Supplied material Start Marker

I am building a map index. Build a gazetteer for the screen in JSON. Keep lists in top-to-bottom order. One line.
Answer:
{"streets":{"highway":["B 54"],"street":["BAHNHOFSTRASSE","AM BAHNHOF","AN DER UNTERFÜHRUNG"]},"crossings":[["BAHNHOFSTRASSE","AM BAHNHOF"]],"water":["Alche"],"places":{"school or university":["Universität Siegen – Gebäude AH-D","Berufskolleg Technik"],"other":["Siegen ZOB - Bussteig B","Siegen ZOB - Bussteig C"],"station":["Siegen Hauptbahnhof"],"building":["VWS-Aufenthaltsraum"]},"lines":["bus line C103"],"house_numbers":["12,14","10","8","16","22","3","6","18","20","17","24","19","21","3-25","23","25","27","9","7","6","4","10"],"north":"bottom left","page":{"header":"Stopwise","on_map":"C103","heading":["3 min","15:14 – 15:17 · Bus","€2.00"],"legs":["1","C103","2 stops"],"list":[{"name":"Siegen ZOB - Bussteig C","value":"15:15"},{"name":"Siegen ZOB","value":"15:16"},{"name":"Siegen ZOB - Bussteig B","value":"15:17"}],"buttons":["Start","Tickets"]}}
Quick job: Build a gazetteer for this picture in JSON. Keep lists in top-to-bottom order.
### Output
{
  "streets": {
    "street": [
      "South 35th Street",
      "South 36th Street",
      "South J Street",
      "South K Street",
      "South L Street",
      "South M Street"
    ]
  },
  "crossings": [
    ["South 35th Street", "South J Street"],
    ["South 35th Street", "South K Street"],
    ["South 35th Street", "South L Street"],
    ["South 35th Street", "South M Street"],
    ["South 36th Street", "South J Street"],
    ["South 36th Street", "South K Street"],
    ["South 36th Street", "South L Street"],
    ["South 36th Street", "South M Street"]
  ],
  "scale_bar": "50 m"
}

Supplied material End Marker

◆ **Prompt**
Line count for "order": state how many lines of the records contain it, and give only the number.

◆ **Result below**
2